As a political matter, the finding is significant as a small piece of hard evidence suggesting that the themes of the protests, which began last month as Occupy Wall Street, are moving into the mainstream. Having spread to at least 900 cities, according to the Washington Post, the protests have focused largely on the vast financial disparity between America’s wealthiest one percent and the other 99 percent of the population, and the ways in which Washington’s economic and tax policies in recent decades have disproportionately benefited the elite.

Until recently, the inequality issue — the top one percent of Americans now account for 25 percent of the nation’s annual income and about 40 percent of its overall wealth — was hardly discussed beyond left-wing political circles and graduate economics seminars, as the GOP/Fox News set simply and successfully dismissed the matter as “class warfare” fomented by extremist enemies of capitalism.

Amid the worst U.S. downturn since the 1930s, however, upset is growing as most of the country struggles with chronic unemployment, foreclosures, and record poverty, while the super-rich get richer and Wall Street salaries and bonuses soar.

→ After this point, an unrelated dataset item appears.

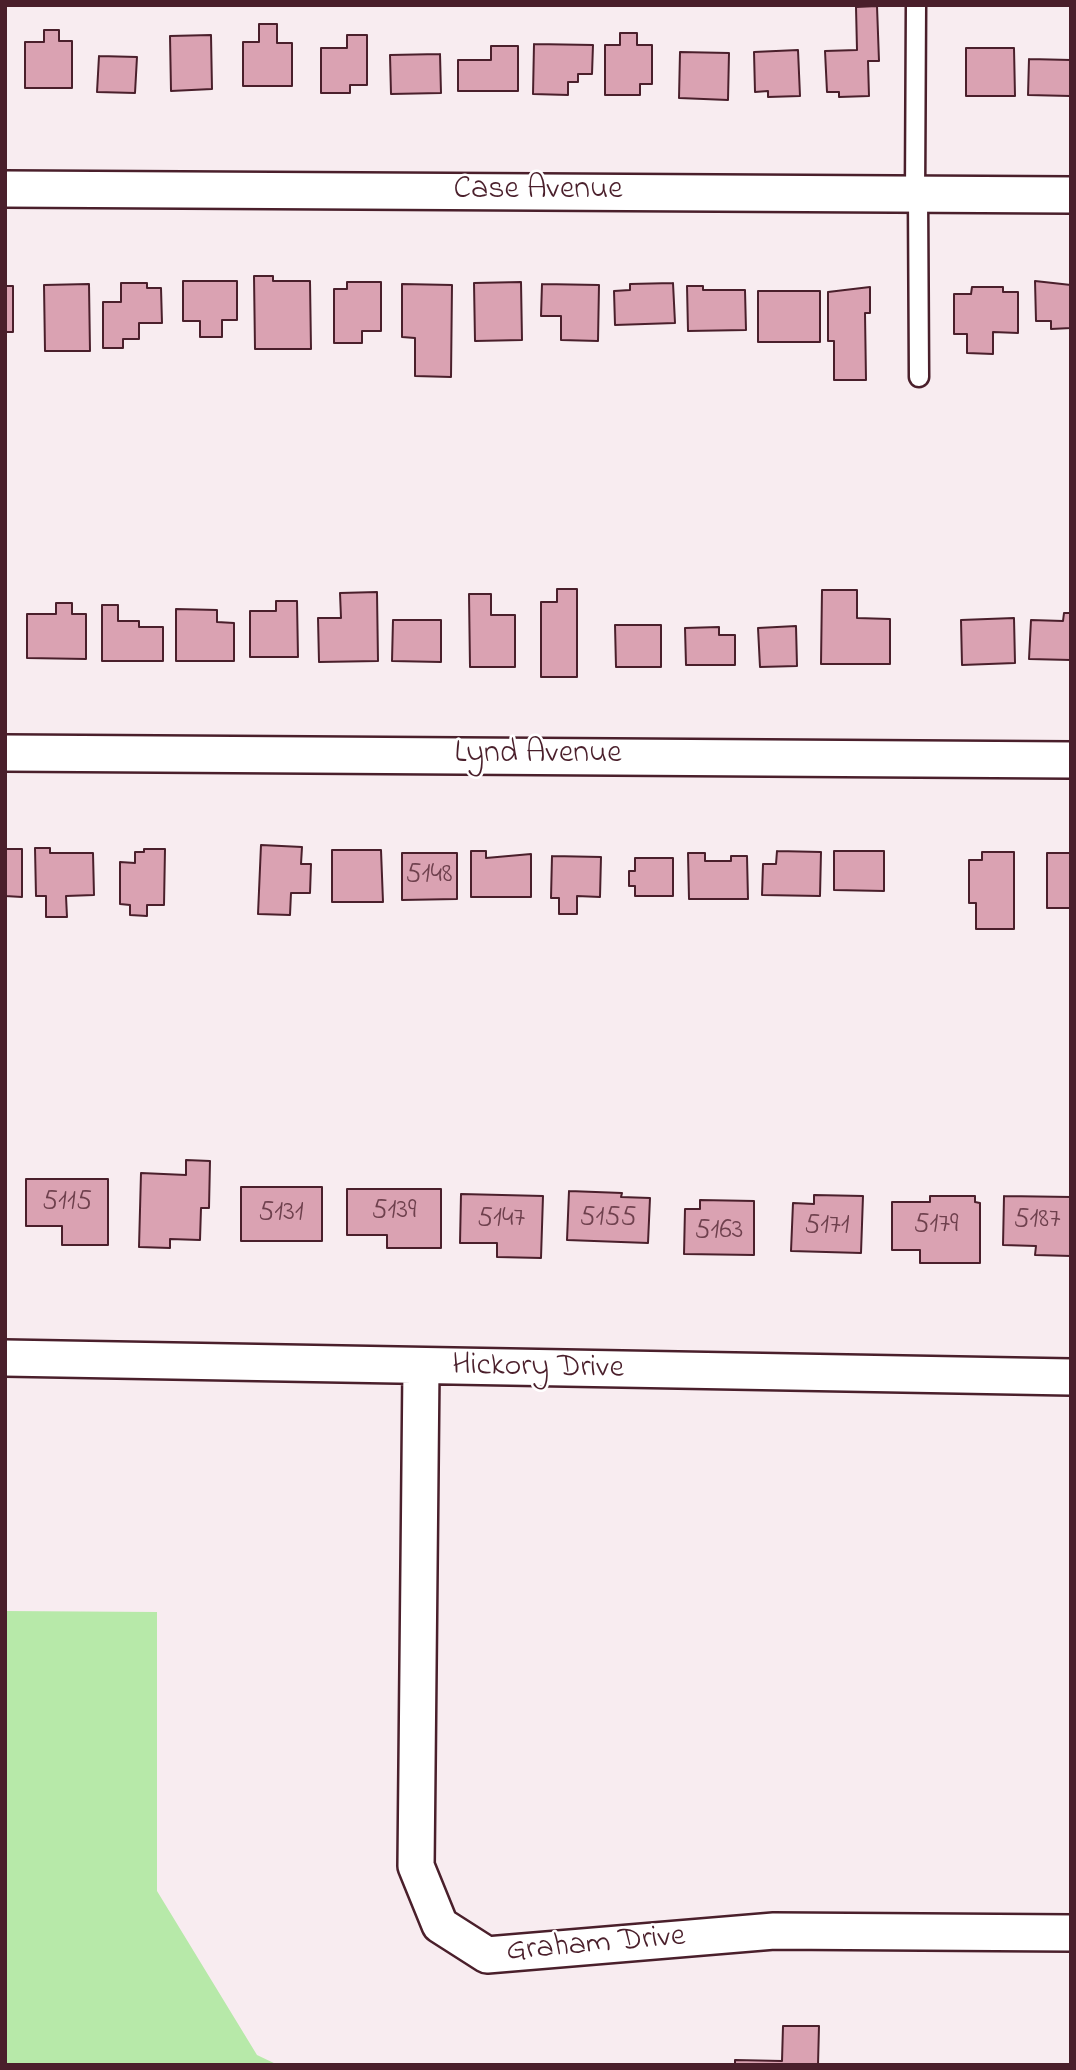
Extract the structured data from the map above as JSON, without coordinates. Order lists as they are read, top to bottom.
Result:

Analyzing the data behind these conditions, financial analyst Henry Blodget recently highlighted an extraordinary confluence of economic factors that are changing the terms of political debate:

• The current sustained level of high unemployment is the worst since the Great Depression.

• Corporate profits are at an all-time high, both in absolute dollars and as a share of the economy.

• Wages as a percent of the economy are at an all-time low.

“In other words,” Blodget wrote on the influential Business Insider site, “corporate profits are at an all-time high, in part, because corporations are paying less of their revenue to employees than they ever have … the owners of the country’s assets (capital) are winning, everyone else (labor) is losing.”

As a practical matter, the current divide between the extremely wealthy and everyone else is not only greater than at any time since the 1920s but also much larger than in many other developed nations.

“All the growth in recent decades — and more — has gone to those at the top,” the Nobel Prize–winning economist Joseph Stiglitz wrote recently. “In terms of income equality, America lags behind any country in the old, ossified Europe that president George W. Bush used to deride.

“Among our closest counterparts are Russia with its oligarchs and Iran. While many of the old centers of inequality in Latin America, such as Brazil, have been striving in recent years, rather successfully, to improve the plight of the poor and reduce gaps in income, America has allowed inequality to grow.”

Now, “99 Percent” activists are gaining attention — from the media, the political establishment, and voters. Their efforts for now remain an anarchistic collection of unaffiliated protests without a program for action, however, and it is unclear if they will evolve into a true progressive political force.

What is clear is that the economic forces driving the protests have potentially profound political implications. Stiglitz again:

“The top one percent have the best houses, the best educations, the best doctors, and the best lifestyles, but there is one thing that money doesn’t seem to have bought: an understanding that their fate is bound up with how the other 99 percent live. Throughout history, this is something that the top one percent eventually do learn. Too late.”